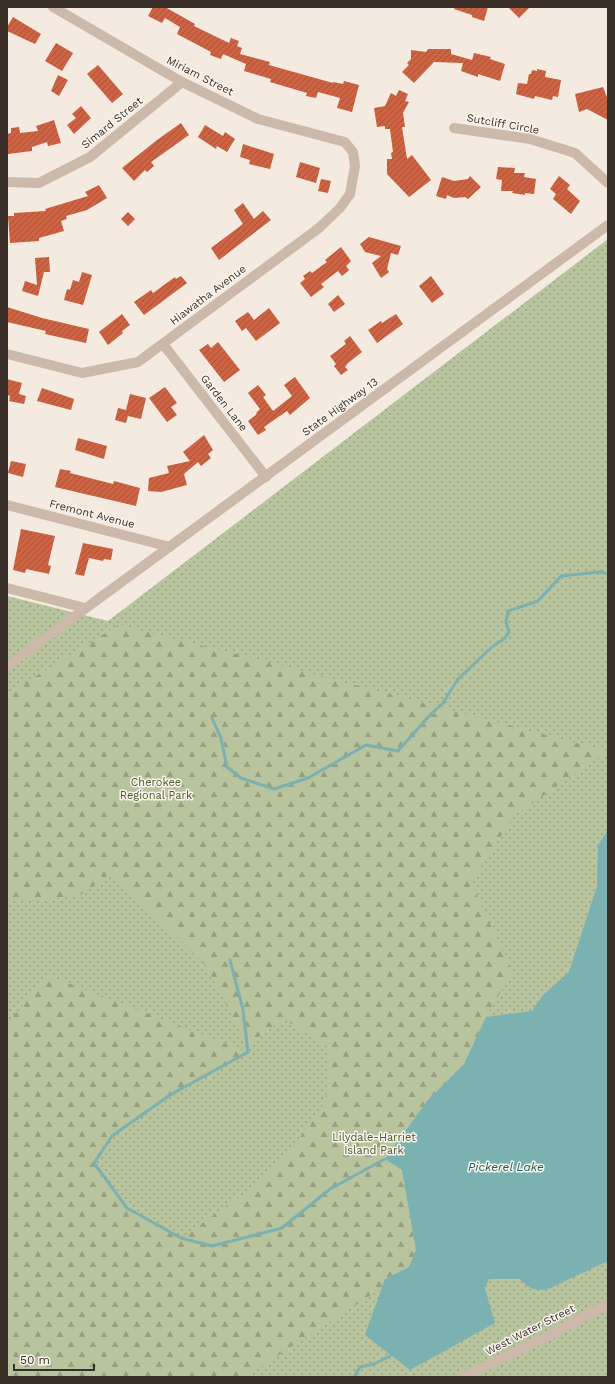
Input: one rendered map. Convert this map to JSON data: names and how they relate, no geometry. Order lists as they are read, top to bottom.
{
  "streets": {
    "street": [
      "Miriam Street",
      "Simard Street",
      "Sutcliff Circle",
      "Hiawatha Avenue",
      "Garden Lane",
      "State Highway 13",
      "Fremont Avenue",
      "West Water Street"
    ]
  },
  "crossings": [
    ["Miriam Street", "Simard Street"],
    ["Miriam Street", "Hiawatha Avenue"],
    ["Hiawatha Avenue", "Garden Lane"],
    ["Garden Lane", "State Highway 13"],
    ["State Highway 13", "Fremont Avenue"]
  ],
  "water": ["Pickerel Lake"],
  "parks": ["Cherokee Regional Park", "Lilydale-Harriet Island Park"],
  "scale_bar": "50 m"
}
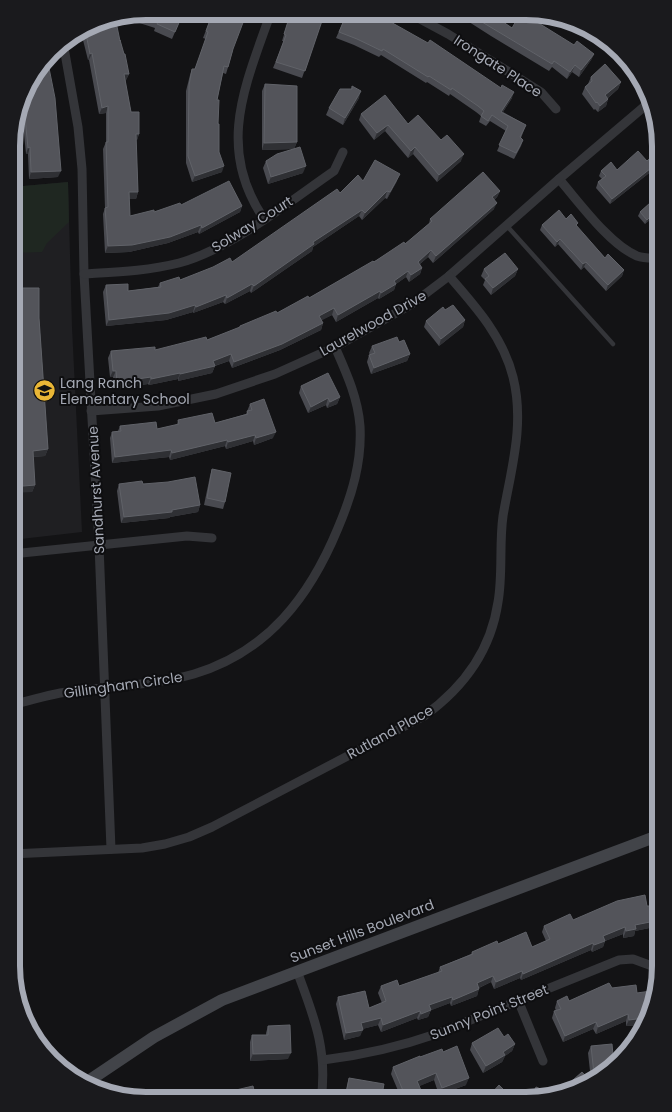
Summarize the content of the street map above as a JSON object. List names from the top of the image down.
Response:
■ ■ ■ ■
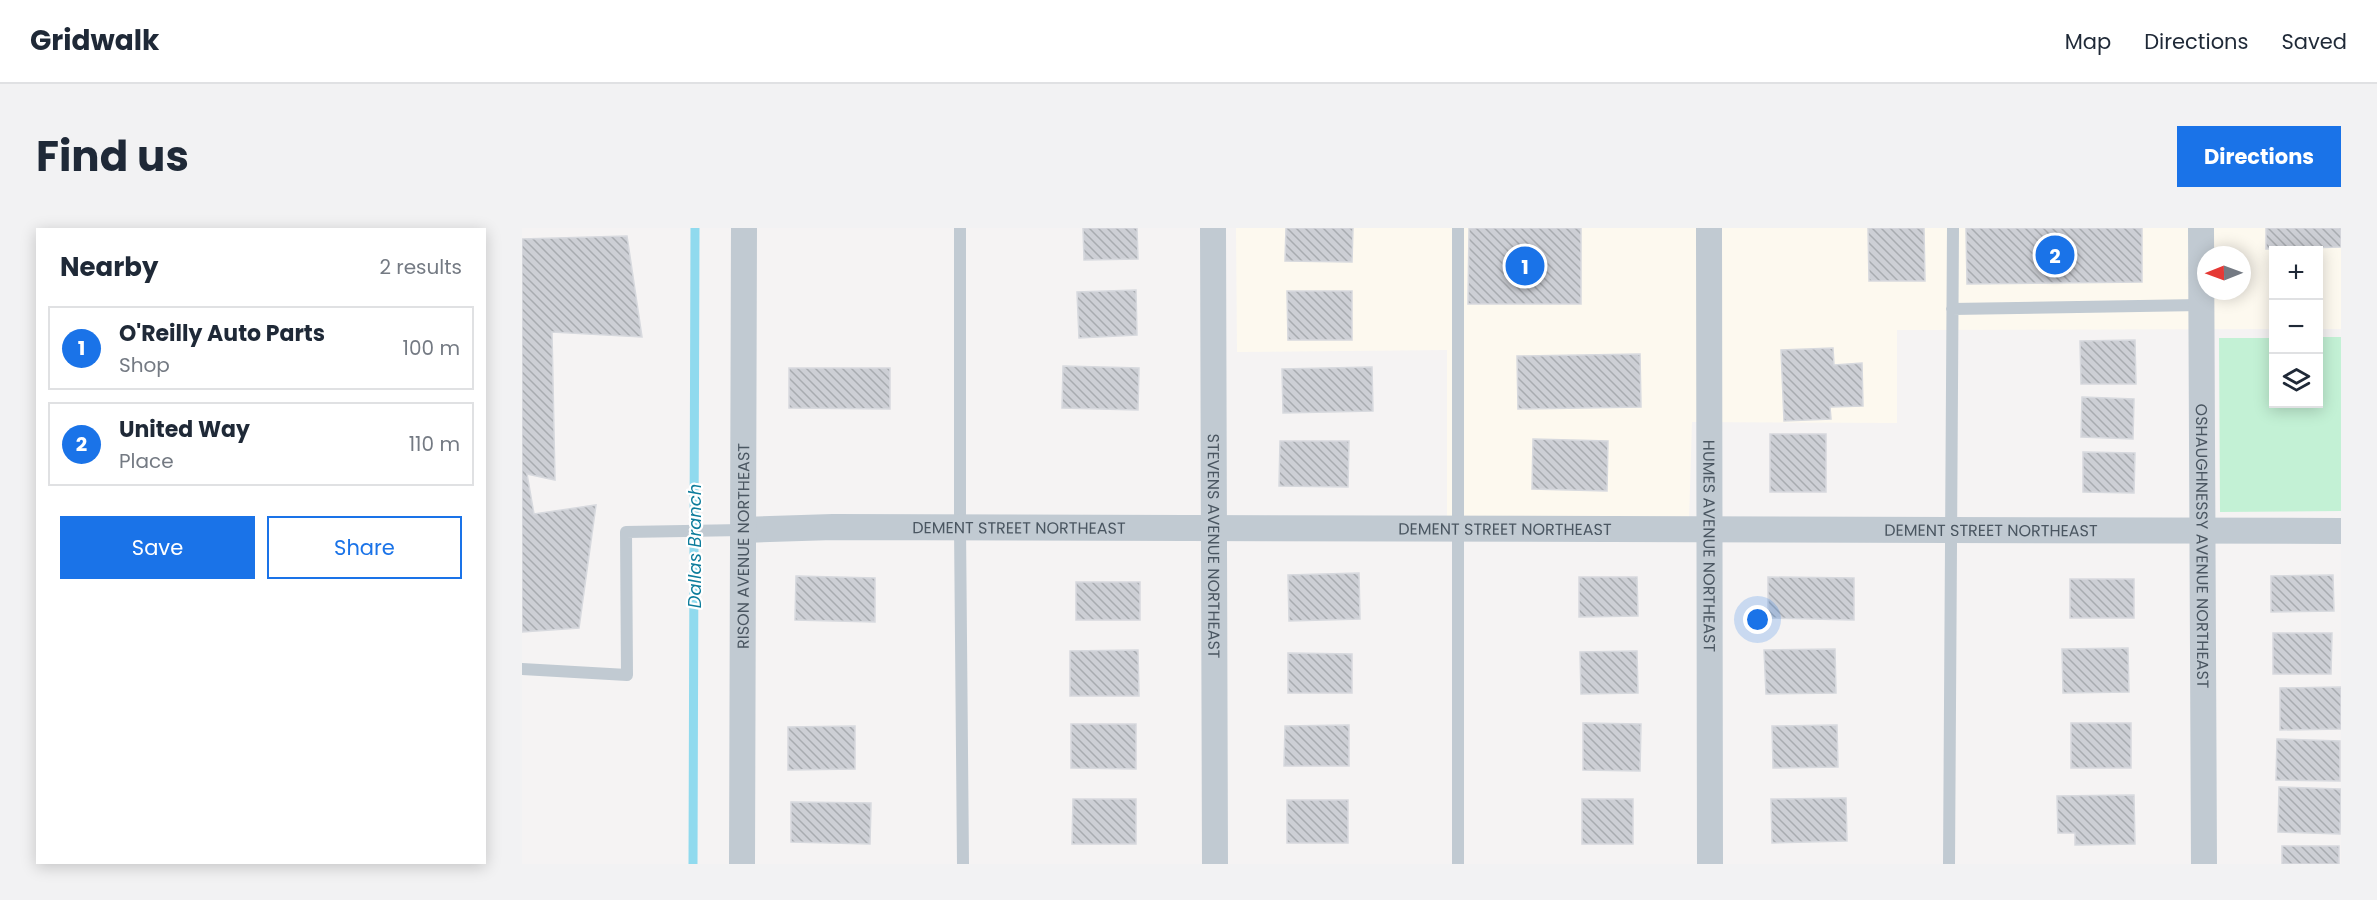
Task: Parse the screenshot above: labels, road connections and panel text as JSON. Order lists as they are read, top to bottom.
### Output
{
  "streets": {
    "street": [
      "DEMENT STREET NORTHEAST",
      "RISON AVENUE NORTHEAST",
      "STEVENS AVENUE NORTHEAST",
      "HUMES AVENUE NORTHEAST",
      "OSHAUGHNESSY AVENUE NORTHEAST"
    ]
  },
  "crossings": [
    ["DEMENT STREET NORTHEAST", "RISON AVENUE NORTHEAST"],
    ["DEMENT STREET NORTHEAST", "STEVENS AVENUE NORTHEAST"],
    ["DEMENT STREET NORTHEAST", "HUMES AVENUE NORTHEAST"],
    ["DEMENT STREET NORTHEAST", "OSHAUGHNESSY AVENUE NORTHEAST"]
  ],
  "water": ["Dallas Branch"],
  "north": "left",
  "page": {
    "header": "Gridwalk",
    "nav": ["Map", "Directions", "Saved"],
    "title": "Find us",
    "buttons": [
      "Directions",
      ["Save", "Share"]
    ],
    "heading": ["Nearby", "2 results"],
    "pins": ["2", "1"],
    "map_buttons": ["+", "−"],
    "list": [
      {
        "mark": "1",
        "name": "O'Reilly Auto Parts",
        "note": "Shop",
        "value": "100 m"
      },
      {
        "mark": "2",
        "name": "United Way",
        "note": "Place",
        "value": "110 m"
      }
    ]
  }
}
■ ■ ■ ■
Going through the records, work out how many lines contain the word "above". Please answer with the number only.

2